• Records provided:
- Opening Delimiter -

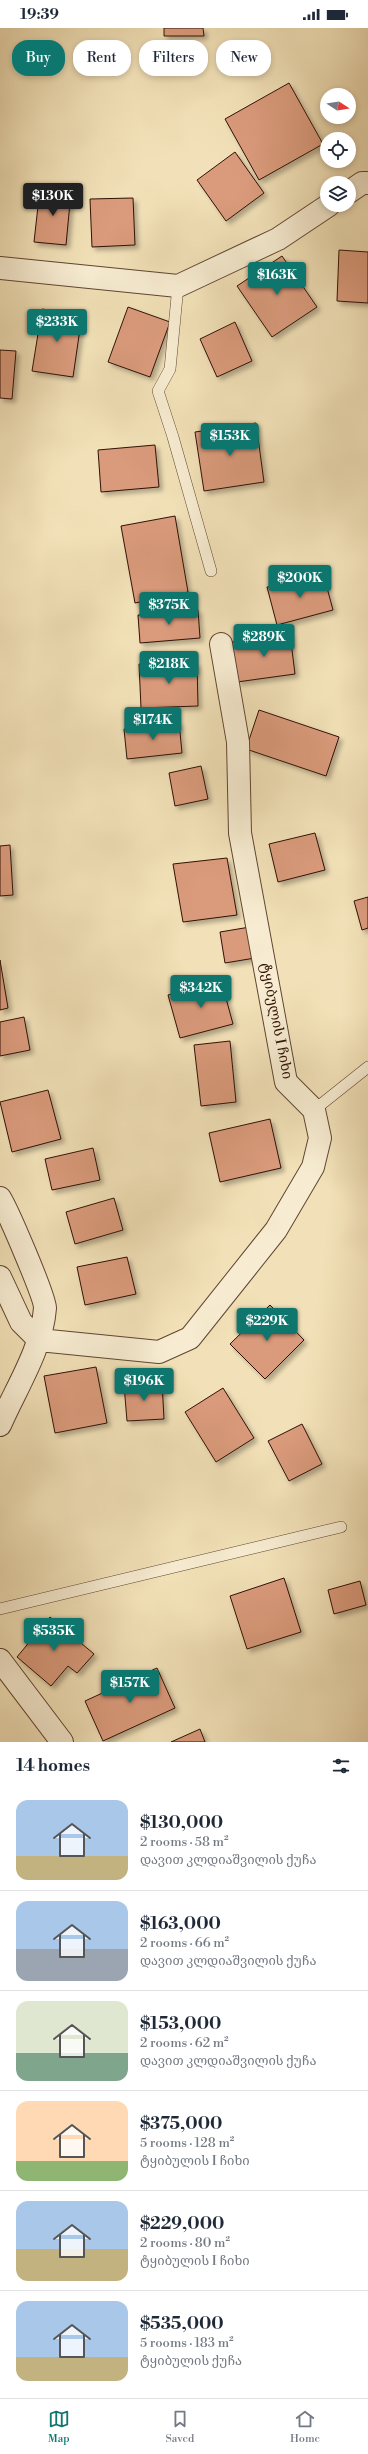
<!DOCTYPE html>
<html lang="en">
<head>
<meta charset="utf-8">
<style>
  body { margin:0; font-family:"Libre Bodoni","Noto Serif Georgian",serif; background:#f6f6f7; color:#1f2937; height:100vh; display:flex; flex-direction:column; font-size:15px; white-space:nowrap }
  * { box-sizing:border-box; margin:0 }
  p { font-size:13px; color:#747a83 }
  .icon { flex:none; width:22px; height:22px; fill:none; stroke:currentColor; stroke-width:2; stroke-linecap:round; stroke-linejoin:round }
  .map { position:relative; height:1714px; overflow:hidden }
  .panel { display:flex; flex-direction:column; background:#fff; flex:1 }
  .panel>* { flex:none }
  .guide { position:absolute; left:12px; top:12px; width:344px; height:36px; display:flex; gap:8px }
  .needle { width:26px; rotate:102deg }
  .fabs { position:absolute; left:320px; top:60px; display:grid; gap:8px }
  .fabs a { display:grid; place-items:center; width:36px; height:36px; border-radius:50%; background:#fff; box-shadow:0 2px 6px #0003; font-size:20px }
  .price { position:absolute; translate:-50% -34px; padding:0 9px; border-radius:4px; background:#0f766e; color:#fff; font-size:13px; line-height:26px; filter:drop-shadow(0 1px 2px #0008) }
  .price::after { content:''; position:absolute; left:50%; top:24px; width:12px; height:9px; margin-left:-6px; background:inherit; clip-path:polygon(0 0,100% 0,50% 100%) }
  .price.current { background:#222; color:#fff }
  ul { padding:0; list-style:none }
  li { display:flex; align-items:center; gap:12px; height:100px; padding:0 16px }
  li+li { border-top:1px solid #e0e1e3 }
  li span { display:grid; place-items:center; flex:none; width:112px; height:80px; border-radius:12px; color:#555 }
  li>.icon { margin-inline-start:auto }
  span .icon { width:48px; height:48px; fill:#fffc; stroke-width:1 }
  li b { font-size:17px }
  h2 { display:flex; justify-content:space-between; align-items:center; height:48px; padding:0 16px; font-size:17px }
  .chip { padding:0 14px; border-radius:16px; background:#fff; box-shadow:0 2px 6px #0003; font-size:14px; line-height:36px }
  .chip.current { background:#0f766e; color:#fff }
  .status { display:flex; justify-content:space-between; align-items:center; height:28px; padding:0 20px; background:#fff; direction:ltr }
  .status svg { height:11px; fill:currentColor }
  .tab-bar { display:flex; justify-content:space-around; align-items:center; height:56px; border-top:1px solid #e0e1e3; background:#fff; font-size:11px; color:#747a83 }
  .tab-bar a { display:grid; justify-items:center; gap:2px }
  .tab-bar .current { color:#0f766e }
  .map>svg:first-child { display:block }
</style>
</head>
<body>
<div class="status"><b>19:39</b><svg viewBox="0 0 49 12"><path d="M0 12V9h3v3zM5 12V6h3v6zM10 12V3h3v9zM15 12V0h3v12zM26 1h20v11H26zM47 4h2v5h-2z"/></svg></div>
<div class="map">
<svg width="368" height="1714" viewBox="0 0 368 1714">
  <defs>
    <filter id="shadow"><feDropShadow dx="3.5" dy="3.5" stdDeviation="2" flood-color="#0004"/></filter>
  </defs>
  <rect width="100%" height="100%" fill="#f2e1b8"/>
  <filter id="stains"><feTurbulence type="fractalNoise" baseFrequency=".005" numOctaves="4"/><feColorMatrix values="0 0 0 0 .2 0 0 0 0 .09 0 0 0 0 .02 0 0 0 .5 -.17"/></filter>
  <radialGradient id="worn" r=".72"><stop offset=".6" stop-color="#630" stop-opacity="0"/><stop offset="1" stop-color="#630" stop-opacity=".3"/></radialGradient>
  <path fill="#da9b7c" stroke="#301105" filter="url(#shadow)" d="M164,0H203L204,8H164Z
    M289,55L323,116L259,152L225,91Z
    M235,124L264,165L226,193L197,152Z
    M40,160L71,164L66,217L34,214Z
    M133,170L135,217L92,219L90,171Z
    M339,222L368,224V275L337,273Z
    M282,228L317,279L272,309L237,258Z
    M128,279L170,294L150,349L108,334Z
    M42,281L82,287L73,349L32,343Z
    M235,294L252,333L217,349L200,311Z
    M0,322L16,323L12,371L0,370Z
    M256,395L264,454L204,463L195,404Z
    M155,417L159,459L101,464L98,422Z
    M175,488L188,564L135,575L121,498Z
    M323,545L333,582L277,597L267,559Z
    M198,582L200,610L140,615L138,587Z
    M290,606L295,646L237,654L232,614Z
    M197,635L198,678L141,680L139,636Z
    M259,682L339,709L326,748L246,721Z
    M179,694L182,725L127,731L124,701Z
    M201,738L208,771L175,778L169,745Z
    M315,805L325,842L278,854L269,816Z
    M10,817L13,867L0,868V818Z
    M227,830L237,887L183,894L173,836Z
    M368,869V900L362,902L354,873Z
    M250,899L255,930L225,935L220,904Z
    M0,932L8,980L0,982Z
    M221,952L233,996L180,1010L168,967Z
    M24,989L30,1022L0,1028V994Z
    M230,1013L236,1074L201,1078L194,1017Z
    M48,1062L61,1111L12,1124L0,1074Z
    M270,1091L281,1140L220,1154L209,1105Z
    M93,1120L100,1152L52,1162L45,1131Z
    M114,1170L123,1202L75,1216L66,1184Z
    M127,1229L136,1266L85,1277L77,1239Z
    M270,1277L304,1312L265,1351L230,1316Z
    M96,1339L107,1395L55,1405L44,1348Z
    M162,1354L164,1391L127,1393L124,1357Z
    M223,1360L254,1410L216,1434L185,1384Z
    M302,1396L322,1436L289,1453L268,1413Z
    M284,1550L301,1604L247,1621L230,1568Z
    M360,1553L366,1577L334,1586L328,1562Z
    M50,1589L94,1626L77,1645L68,1638L51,1658L17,1629Z
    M157,1640L175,1680L103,1713L85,1673Z
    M200,1701L205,1714H171Z"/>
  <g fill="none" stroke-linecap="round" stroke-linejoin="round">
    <g stroke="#604532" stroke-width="12">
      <path id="service" d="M178,258L170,341L158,363L173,409L211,543
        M314,1082L368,1039
        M0,1581L341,1499"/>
    </g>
    <g stroke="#604532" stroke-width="24">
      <path id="minor" d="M349,164L362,155H368
        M0,240L178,258L278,211L329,177
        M0,1170C8,1183 45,1269 45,1280C42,1321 16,1360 0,1397
        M0,1249L21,1294L39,1312
        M39,1312L159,1324L190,1310L276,1202L313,1139L320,1110L314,1082L286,1054L240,805L238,714L221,616
        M0,1632L62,1714"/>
    </g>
    <use href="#service" stroke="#f7ecd1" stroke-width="11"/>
    <use href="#minor" stroke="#f7ecd1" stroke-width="22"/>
  </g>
  <g text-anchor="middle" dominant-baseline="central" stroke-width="3.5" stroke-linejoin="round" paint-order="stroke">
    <g font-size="14" fill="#301105" stroke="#f7ecd1">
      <text transform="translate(276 993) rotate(79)">ტყიბულის I ჩიხი</text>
    </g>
  </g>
  <rect width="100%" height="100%" filter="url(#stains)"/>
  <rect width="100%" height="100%" fill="url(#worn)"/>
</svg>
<div class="fabs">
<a><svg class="needle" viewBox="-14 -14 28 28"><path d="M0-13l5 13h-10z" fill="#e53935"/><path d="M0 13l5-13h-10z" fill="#747a83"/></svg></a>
<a><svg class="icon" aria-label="locate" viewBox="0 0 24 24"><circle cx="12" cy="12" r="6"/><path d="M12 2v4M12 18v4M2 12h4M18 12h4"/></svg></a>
<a><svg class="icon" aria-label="layers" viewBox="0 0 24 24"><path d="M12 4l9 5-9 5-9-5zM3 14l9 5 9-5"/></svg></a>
</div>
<b class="price current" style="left:53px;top:189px">$130K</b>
<b class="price" style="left:277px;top:268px">$163K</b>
<b class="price" style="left:57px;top:315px">$233K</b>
<b class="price" style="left:230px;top:429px">$153K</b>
<b class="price" style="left:300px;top:571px">$200K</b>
<b class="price" style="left:169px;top:598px">$375K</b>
<b class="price" style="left:264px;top:630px">$289K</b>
<b class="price" style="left:169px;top:657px">$218K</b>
<b class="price" style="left:153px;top:713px">$174K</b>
<b class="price" style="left:201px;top:981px">$342K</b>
<b class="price" style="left:267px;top:1314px">$229K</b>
<b class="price" style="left:144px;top:1374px">$196K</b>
<b class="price" style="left:54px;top:1624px">$535K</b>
<b class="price" style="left:130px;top:1676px">$157K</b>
<div class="guide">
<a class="chip current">Buy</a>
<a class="chip">Rent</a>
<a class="chip">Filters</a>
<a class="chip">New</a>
</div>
</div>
<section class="panel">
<h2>14 homes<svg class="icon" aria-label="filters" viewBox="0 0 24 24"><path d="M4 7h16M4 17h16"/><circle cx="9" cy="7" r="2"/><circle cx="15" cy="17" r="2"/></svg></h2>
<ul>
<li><span style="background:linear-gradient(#a9c7e8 70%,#c2b280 0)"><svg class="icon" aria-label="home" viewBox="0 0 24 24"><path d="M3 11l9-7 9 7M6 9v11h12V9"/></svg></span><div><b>$130,000</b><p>2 rooms · 58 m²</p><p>დავით კლდიაშვილის ქუჩა</p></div></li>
<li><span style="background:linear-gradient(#a9c7e8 60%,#9aa5b1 0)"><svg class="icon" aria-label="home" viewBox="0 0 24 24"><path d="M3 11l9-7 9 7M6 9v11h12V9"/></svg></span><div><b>$163,000</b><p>2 rooms · 66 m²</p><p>დავით კლდიაშვილის ქუჩა</p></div></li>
<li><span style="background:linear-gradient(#dfe7d0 65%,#7fa58c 0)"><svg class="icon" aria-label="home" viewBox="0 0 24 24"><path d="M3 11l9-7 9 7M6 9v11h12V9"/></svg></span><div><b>$153,000</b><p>2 rooms · 62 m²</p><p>დავით კლდიაშვილის ქუჩა</p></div></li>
<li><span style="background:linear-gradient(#ffd9b3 75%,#8fb573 0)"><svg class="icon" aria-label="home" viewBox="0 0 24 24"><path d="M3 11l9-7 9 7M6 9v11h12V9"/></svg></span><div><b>$375,000</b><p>5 rooms · 128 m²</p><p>ტყიბულის I ჩიხი</p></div></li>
<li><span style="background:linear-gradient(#a9c7e8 60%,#c2b280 0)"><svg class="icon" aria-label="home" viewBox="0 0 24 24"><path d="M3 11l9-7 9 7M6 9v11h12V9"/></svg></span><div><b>$229,000</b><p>2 rooms · 80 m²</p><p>ტყიბულის I ჩიხი</p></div></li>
<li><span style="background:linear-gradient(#a9c7e8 70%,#c2b280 0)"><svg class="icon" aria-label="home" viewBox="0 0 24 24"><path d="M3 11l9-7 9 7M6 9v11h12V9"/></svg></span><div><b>$535,000</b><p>5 rooms · 183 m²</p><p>ტყიბულის ქუჩა</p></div></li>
</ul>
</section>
<nav class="tab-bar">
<a class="current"><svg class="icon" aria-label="map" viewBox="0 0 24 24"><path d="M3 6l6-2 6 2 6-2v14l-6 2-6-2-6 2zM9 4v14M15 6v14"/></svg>Map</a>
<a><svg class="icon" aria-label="saved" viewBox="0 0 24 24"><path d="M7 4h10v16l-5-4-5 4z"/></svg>Saved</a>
<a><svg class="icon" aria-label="home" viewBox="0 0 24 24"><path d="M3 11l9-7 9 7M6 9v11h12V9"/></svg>Home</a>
</nav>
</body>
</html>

- Closing Delimiter -

• What this task involves:
Up to and including the line containing "position:absolute; left:320px; top:60px;", quote each line of the entries above from the very first, please, exactly and without images.

• Answer for this exercise:
<!DOCTYPE html>
<html lang="en">
<head>
<meta charset="utf-8">
<style>
  body { margin:0; font-family:"Libre Bodoni","Noto Serif Georgian",serif; background:#f6f6f7; color:#1f2937; height:100vh; display:flex; flex-direction:column; font-size:15px; white-space:nowrap }
  * { box-sizing:border-box; margin:0 }
  p { font-size:13px; color:#747a83 }
  .icon { flex:none; width:22px; height:22px; fill:none; stroke:currentColor; stroke-width:2; stroke-linecap:round; stroke-linejoin:round }
  .map { position:relative; height:1714px; overflow:hidden }
  .panel { display:flex; flex-direction:column; background:#fff; flex:1 }
  .panel>* { flex:none }
  .guide { position:absolute; left:12px; top:12px; width:344px; height:36px; display:flex; gap:8px }
  .needle { width:26px; rotate:102deg }
  .fabs { position:absolute; left:320px; top:60px; display:grid; gap:8px }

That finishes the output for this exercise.